▶ _EXERCISE_
Across the data below, how many lines hold "nowrap"? Answer with that number and nothing else.

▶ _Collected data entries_
=-=-=-=-=

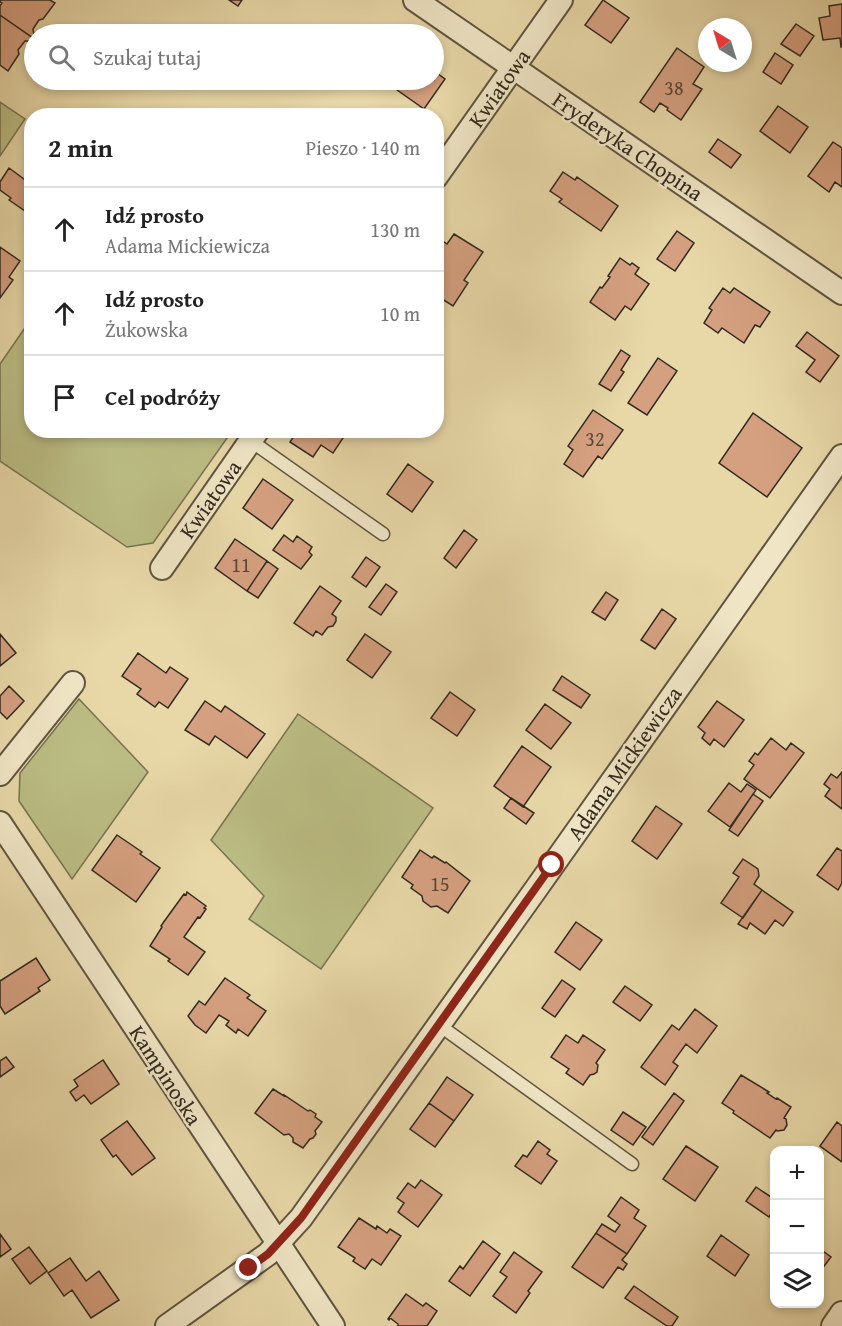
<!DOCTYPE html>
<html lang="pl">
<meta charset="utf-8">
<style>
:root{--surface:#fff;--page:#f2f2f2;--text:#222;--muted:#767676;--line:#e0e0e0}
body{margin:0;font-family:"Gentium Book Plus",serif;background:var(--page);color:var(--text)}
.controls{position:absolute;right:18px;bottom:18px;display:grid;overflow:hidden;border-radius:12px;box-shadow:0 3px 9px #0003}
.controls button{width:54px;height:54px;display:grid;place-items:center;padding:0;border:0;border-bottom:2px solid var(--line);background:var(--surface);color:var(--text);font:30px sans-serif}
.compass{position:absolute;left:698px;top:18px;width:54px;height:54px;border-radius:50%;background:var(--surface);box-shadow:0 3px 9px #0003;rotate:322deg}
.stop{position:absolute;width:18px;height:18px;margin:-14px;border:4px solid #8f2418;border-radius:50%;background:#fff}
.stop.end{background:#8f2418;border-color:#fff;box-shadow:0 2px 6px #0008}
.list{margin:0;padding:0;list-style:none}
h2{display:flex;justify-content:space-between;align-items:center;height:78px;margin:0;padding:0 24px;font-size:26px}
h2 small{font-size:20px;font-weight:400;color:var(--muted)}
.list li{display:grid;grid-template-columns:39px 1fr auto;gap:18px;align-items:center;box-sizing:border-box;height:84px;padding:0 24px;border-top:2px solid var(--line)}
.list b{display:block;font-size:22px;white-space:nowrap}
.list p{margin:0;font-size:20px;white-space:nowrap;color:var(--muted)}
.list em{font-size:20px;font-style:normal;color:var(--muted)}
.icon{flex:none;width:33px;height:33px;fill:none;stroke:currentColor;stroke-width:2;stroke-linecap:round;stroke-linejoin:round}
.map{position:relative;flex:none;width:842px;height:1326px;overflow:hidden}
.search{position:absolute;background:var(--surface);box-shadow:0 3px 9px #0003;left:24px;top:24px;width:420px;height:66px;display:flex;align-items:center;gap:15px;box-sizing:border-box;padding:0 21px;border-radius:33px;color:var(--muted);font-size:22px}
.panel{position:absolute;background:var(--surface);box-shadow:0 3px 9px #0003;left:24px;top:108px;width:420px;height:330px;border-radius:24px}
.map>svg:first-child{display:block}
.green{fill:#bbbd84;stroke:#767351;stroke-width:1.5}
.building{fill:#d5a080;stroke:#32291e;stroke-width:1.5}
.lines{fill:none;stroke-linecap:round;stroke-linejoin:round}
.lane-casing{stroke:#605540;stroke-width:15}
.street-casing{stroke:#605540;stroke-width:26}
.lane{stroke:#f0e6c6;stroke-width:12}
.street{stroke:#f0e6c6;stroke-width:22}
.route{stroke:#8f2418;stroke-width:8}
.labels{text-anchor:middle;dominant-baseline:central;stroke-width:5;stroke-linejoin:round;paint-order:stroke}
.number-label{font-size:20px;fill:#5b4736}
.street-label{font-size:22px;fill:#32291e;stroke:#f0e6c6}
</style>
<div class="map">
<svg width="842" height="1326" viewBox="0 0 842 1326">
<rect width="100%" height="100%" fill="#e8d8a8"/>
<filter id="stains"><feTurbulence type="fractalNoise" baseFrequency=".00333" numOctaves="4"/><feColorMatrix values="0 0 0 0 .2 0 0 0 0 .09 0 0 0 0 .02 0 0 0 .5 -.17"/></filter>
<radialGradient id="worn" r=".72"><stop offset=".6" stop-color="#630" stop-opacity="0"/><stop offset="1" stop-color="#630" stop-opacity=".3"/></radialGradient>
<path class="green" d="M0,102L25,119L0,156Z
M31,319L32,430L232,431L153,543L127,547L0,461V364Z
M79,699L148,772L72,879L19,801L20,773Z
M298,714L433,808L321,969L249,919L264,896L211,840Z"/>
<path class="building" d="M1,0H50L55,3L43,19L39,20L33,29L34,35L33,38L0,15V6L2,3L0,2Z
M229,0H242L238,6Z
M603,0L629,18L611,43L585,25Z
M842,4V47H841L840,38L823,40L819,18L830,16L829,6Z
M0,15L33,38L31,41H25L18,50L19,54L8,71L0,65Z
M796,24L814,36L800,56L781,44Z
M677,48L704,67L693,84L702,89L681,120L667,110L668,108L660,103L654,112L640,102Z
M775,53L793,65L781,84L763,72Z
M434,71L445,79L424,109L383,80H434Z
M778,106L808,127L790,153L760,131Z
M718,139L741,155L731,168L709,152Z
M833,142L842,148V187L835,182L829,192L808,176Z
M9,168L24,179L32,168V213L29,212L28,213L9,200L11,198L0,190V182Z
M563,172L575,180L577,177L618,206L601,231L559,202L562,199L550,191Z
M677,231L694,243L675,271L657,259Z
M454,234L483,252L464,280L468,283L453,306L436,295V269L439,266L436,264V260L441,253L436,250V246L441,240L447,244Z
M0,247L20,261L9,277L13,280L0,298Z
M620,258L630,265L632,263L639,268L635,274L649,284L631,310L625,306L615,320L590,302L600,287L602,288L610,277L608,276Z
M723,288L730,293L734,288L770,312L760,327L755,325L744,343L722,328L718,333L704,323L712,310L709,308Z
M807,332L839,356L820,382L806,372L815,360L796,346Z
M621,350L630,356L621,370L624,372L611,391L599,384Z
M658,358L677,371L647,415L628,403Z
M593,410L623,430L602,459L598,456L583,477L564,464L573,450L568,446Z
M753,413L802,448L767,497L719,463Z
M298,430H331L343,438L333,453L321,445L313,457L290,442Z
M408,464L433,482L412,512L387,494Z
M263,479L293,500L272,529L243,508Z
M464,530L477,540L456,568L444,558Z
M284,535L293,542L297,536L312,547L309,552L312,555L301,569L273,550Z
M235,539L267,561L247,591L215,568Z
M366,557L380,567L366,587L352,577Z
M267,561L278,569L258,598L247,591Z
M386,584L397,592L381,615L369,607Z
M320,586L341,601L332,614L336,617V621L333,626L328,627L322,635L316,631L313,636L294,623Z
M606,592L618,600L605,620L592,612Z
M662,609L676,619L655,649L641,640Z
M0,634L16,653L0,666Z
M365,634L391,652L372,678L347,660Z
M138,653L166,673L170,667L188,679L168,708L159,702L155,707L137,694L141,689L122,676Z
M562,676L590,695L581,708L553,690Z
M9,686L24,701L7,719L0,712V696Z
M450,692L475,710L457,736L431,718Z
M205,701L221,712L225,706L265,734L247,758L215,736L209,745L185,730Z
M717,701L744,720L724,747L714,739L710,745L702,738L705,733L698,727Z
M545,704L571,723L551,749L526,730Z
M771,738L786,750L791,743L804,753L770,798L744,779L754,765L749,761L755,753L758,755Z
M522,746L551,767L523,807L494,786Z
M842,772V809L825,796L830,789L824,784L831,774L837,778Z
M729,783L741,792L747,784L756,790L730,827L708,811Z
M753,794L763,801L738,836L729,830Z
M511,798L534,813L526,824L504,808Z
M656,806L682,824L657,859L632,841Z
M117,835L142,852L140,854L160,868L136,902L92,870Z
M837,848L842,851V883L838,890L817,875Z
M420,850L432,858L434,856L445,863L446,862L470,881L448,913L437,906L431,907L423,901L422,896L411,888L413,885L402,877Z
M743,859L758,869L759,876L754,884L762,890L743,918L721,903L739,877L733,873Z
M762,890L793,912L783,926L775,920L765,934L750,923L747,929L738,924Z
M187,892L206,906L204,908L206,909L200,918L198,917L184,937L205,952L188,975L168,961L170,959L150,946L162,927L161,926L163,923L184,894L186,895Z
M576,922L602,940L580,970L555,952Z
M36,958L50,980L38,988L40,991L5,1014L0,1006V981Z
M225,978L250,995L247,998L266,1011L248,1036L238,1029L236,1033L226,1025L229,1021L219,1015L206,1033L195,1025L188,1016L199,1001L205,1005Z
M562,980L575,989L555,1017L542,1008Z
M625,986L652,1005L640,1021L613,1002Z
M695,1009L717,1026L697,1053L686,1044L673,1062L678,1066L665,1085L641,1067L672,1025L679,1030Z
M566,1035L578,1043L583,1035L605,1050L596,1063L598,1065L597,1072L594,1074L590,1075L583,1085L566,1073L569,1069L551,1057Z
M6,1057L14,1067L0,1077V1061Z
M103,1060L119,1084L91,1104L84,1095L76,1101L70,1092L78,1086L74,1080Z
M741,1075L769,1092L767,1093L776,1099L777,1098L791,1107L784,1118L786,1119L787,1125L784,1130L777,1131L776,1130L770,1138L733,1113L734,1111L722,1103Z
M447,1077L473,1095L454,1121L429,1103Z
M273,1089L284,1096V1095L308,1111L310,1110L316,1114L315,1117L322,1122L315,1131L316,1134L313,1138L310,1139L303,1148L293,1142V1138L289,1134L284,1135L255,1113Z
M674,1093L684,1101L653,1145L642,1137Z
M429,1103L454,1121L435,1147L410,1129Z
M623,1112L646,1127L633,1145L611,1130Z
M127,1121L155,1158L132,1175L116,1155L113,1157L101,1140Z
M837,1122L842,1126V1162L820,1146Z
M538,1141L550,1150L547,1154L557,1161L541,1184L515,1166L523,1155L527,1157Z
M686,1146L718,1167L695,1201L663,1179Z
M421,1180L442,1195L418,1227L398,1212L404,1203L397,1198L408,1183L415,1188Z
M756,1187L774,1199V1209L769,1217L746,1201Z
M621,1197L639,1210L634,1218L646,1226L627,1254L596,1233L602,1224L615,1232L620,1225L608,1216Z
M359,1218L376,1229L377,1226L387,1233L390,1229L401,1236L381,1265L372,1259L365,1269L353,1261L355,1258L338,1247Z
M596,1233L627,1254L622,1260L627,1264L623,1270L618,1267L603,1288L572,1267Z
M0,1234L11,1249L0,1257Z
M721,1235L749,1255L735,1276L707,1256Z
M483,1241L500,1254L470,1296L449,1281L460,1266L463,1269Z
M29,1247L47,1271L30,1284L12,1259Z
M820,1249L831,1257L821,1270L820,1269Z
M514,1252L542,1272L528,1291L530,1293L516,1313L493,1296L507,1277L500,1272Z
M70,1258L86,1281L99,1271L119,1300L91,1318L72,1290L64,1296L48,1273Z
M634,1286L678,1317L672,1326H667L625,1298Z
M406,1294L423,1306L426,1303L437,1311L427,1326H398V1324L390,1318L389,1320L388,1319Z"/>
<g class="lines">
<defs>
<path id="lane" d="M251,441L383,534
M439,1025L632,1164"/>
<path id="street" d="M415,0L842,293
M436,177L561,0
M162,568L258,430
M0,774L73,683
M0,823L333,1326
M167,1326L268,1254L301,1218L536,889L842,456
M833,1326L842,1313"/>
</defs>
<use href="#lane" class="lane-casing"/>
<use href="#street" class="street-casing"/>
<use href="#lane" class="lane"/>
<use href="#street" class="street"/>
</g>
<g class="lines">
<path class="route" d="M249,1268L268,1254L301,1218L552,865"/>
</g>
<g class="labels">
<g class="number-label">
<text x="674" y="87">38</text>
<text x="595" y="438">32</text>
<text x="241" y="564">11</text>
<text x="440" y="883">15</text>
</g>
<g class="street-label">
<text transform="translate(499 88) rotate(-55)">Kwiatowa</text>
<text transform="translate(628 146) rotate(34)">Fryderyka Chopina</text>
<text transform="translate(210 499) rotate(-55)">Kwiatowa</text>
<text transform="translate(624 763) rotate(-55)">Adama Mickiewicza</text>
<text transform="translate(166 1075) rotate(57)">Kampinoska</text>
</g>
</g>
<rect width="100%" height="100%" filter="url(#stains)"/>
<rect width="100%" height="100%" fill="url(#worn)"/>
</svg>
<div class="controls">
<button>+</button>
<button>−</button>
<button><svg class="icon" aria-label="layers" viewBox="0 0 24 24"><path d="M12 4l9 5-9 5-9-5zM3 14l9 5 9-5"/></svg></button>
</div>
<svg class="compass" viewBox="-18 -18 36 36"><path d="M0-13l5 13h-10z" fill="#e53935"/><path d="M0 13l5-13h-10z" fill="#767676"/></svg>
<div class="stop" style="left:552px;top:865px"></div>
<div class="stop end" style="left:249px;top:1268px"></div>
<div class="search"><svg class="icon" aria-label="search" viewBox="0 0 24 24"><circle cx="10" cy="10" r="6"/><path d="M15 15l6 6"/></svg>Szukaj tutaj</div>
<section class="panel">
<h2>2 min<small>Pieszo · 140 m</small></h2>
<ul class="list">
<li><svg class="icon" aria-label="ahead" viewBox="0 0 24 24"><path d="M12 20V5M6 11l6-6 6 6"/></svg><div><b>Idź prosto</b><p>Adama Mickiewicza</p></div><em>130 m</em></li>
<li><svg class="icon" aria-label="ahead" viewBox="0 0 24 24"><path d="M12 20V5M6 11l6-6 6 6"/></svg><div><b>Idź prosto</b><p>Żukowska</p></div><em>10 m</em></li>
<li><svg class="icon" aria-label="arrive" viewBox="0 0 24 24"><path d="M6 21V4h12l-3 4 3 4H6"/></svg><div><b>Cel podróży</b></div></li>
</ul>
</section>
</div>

=-=-=-=-=

▶ _WRITTEN RESPONSE_
2